=== Your assignment ===
If a line below contains the string "worn", return that line.
———
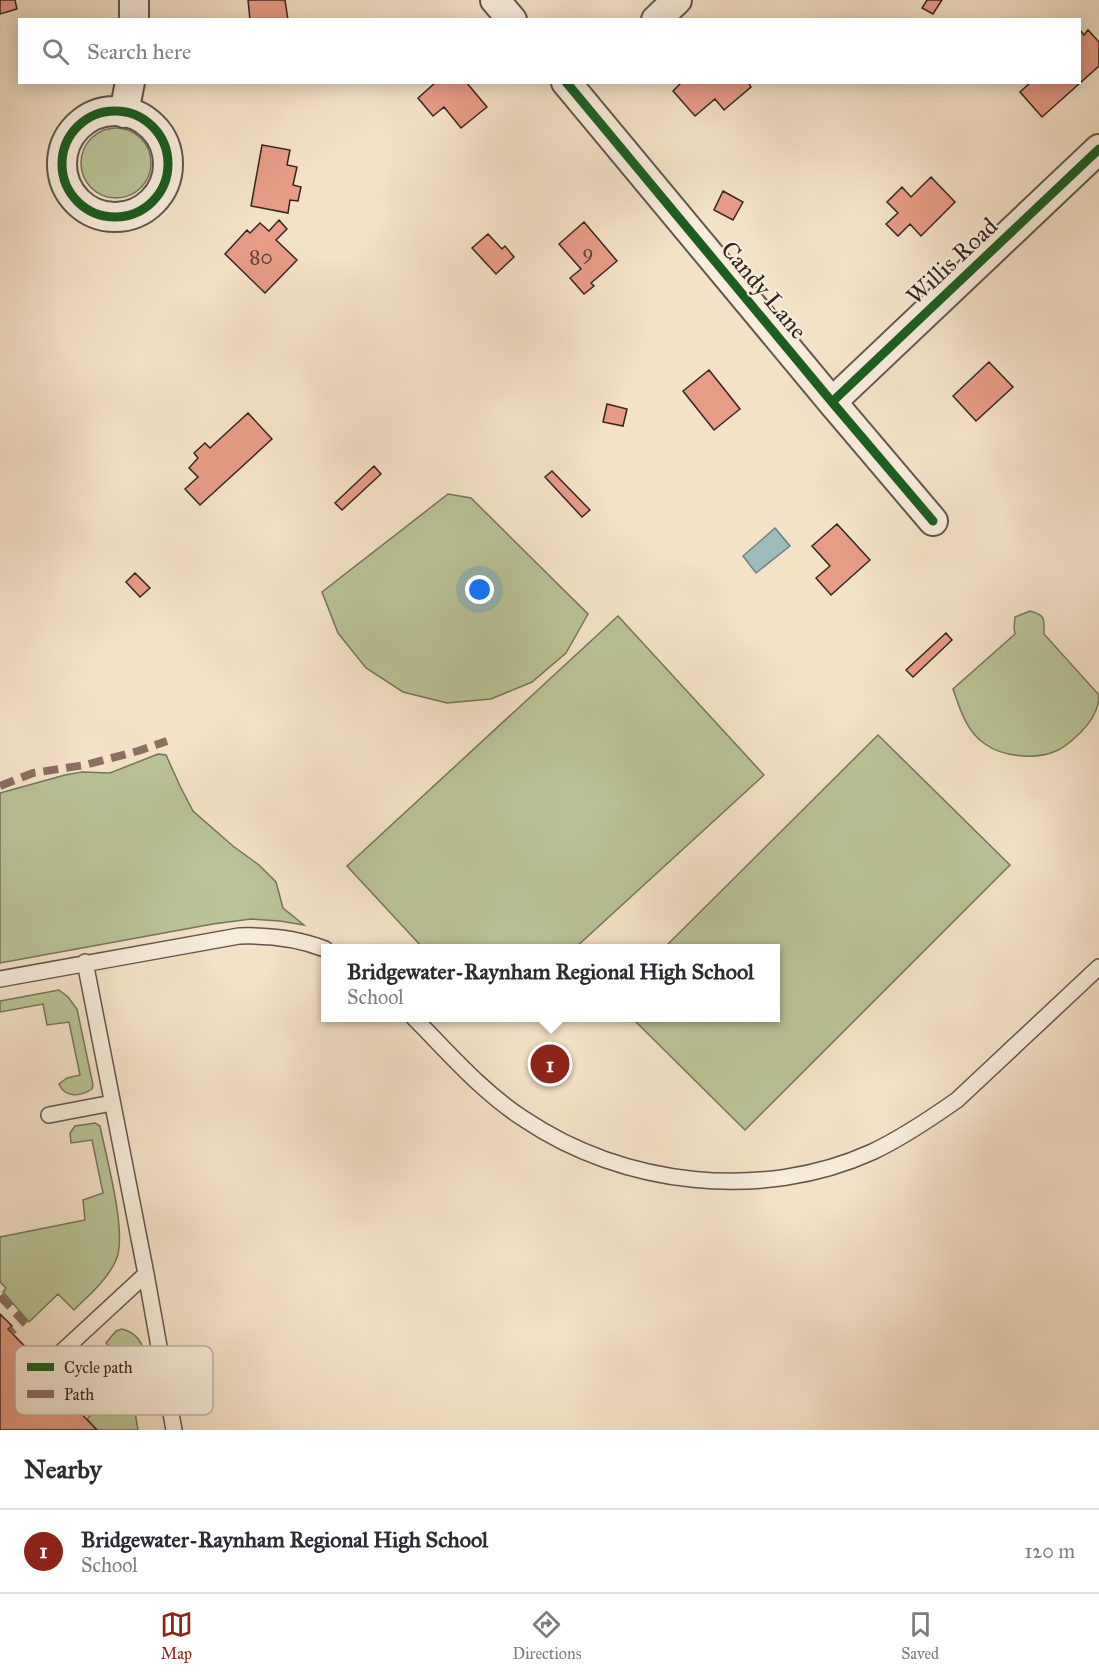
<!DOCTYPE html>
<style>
body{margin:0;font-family:"IM FELL Great Primer",serif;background:#f7f7f7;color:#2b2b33}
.you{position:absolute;left:480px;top:590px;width:21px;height:21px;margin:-15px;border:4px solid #fff;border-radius:50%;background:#1a73e8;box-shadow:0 0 0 9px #1a73e833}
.badge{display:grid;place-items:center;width:39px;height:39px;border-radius:50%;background:#8f2418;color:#fff;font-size:20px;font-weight:700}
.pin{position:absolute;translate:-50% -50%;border:3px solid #fff;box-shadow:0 2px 6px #0006}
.popup{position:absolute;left:321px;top:944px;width:459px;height:78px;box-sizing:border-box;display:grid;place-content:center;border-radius:0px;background:#fff;filter:drop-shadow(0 2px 4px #0005);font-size:20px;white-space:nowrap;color:#7c7c81}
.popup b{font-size:22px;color:#2b2b33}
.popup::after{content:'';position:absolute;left:50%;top:100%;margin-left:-12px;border:12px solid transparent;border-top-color:#fff}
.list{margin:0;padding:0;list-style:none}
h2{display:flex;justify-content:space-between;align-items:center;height:78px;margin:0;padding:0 24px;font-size:26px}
h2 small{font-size:20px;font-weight:400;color:#7c7c81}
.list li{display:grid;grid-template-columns:39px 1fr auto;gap:18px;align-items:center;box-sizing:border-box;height:84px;padding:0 24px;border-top:2px solid #e1e1e2}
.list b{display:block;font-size:22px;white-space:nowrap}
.list p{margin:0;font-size:20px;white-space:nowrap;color:#7c7c81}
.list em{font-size:20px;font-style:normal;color:#7c7c81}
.icon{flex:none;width:33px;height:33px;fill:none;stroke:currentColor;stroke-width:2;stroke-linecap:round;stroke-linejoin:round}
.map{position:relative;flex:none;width:1099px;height:1430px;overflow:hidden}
.search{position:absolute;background:#fff;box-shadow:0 3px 15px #0003;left:18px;right:18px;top:18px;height:66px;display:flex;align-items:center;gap:15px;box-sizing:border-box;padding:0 21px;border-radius:0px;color:#7c7c81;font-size:22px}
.sheet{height:162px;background:#fff}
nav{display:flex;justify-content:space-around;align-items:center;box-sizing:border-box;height:84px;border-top:2px solid #e1e1e2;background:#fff;font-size:16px;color:#7c7c81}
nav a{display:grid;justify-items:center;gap:3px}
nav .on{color:#8f2418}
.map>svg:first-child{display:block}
.green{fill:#bac396;stroke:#76745b;stroke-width:1.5}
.water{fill:#9dbcbb;stroke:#72807d;stroke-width:1.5}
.building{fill:#e79c86;stroke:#322620;stroke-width:1.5}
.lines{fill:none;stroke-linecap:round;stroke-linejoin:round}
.service-casing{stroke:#62554a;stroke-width:18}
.minor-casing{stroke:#62554a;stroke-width:32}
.service{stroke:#f8ecda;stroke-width:15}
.minor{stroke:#f8ecda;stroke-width:28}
.quiet{stroke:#8d6e63;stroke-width:8;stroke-dasharray:15 8;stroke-linecap:butt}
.cycleway-casing{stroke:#f8ecda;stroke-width:13}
.cycleway{stroke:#1b5e20;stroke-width:9}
.labels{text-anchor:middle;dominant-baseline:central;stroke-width:4.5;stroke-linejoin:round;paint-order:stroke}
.number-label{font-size:21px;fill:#5f443a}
.street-label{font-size:24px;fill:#322620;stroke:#f8ecda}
.key{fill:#f8ecda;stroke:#bdb1a2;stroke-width:1.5}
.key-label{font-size:16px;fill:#322620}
</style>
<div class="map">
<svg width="1099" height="1430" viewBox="0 0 1099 1430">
<rect width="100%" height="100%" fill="#f4e2c6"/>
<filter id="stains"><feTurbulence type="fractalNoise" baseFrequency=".00333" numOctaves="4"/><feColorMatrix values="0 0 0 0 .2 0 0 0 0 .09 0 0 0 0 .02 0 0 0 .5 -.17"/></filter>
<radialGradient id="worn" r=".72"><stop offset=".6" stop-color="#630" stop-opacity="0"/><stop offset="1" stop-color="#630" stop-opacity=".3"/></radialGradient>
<path class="green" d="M81 163a35 35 0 1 1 70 0a35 35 0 1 1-70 0Z
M448 494 471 498 588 614 566 653 532 682 491 699 447 703 403 692 366 668 338 633 322 592Z
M1030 611C1046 615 1044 619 1044 634L1099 695C1099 709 1091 722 1081 732 1074 739 1066 747 1056 751 1036 760 1003 757 985 744 966 731 960 709 953 689L1015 634 1014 628 1015 617Z
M618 616 764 775 575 948H423L347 866Z
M878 735 1010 865 745 1130 632 1018H775V948H664Z
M158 754 166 755 180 786 193 811 233 846 259 865 276 882 283 908 304 925 280 921 251 919 213 924 0 963V793L65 775 82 772 110 773Z
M59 990 68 997 77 1009 93 1085 92 1089C80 1097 65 1098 59 1084L67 1078 80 1075 69 1022 47 1025 43 1004 0 1012V1001Z
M95 1123 100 1126C106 1157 128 1234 116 1260 108 1279 89 1295 74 1310L58 1294 29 1322 3 1292 6 1288 0 1282V1237L85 1220 83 1200 103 1193 92 1140 71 1143 70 1133 75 1126Z
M122 1329C140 1333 147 1350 145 1368 145 1375 141 1380 140 1387L131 1389 138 1430H97L87 1419 133 1373 106 1343 116 1331Z"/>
<path class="water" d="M775 528 790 546 756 573 743 556Z"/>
<path class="building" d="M0 0H15L17 9 0 14Z
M248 0H285L288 20H250Z
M927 0H942L933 14 922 8Z
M1080 30 1084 35 1088 30 1099 42V66L1042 117 1020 92 1031 82H1080Z
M436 82H466L487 107 461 128 444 107 433 116 418 98Z
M682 82H748L751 87 724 110 715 99 695 116 673 91Z
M262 145 290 150 287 165 297 167 293 185 301 187 298 201 290 200 288 213 251 206Z
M931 177 955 202 921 236 910 224 898 236 886 224 898 213 887 202 902 187 911 197Z
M723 191 743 202 733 220 714 210Z
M279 220 287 229 276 240 297 260 265 293 225 254 247 230 250 233 260 223 269 231Z
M584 222 617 261 591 283 594 286 584 294 570 278 581 269 559 244Z
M488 234 502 249 505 246 514 257 496 274 472 248Z
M989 362 1013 387 976 421 953 396Z
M709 370 740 409 714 430 683 391Z
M607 404 627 409 623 426 603 422Z
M248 413 272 439 200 505 185 489 198 477 189 468 198 458 194 453 205 443 210 448Z
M374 466 381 474 342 510 335 503Z
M552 471 590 510 582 517 545 477Z
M837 524 870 560 831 595 816 578 830 566 812 546Z
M135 573 150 588 140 597 126 582Z
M946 633 952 640 913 677 906 670Z
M0 1314 12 1326 8 1329 49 1371 44 1375 97 1430H0Z"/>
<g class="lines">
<defs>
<path id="service" d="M85 962 146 1274 174 1430
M0 979 239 936C269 935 297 938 325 949
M414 1018C449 1053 482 1092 524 1119 623 1186 762 1202 872 1152 902 1138 930 1119 957 1100L1099 967
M49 1115 112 1103
M54 1359 146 1274"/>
<path id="minor" d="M134 0V20
M495 0 512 20
M656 20 677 0
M566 82 832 402 933 521
M62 164a53 53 0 1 1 106 0a53 53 0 1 1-106 0Z
M124 113 130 82
M832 402 1099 149"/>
</defs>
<use href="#service" class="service-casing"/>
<use href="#minor" class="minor-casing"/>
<use href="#service" class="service"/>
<use href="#minor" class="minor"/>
<path class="quiet" d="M0 786 33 773 85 765 138 751 167 741
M0 1296 23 1321 11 1332"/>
<defs>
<path id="cycleway" d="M566 82 832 402 933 521
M62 164a53 53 0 1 1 106 0a53 53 0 1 1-106 0Z
M832 402 1099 149"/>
</defs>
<use href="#cycleway" class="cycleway-casing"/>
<use href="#cycleway" class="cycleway"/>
</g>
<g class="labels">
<g class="number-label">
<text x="588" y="252">9</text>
<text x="261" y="257">80</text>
</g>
<g class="street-label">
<text transform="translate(952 261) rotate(-43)">Willis Road</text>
<text transform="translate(764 290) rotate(50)">Candy Lane</text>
</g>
</g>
<rect x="15" y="1346" width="198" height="69" rx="9" class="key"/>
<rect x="27" y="1363" width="27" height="8" fill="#1b5e20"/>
<rect x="27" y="1390" width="27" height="8" fill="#8d6e63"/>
<g class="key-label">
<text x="64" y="1373">Cycle path</text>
<text x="64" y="1400">Path</text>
</g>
<rect width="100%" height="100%" filter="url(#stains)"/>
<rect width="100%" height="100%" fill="url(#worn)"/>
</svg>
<div class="you"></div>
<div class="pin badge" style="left:550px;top:1064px">1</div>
<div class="popup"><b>Bridgewater-Raynham Regional High School</b>School</div>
<div class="search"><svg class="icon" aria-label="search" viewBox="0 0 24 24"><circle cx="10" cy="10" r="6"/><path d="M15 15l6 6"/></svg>Search here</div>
</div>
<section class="sheet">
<h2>Nearby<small></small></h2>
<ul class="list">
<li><span class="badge">1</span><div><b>Bridgewater-Raynham Regional High School</b><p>School</p></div><em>120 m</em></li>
</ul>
</section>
<nav>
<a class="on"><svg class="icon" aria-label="map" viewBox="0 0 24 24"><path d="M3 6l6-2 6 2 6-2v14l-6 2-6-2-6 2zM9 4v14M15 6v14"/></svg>Map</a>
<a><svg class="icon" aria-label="directions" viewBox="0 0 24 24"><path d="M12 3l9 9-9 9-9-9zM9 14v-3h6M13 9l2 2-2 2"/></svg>Directions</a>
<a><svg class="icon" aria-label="saved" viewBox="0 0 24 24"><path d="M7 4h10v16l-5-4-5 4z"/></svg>Saved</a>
</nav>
———
=== The completed task ===
<radialGradient id="worn" r=".72"><stop offset=".6" stop-color="#630" stop-opacity="0"/><stop offset="1" stop-color="#630" stop-opacity=".3"/></radialGradient>
<rect width="100%" height="100%" fill="url(#worn)"/>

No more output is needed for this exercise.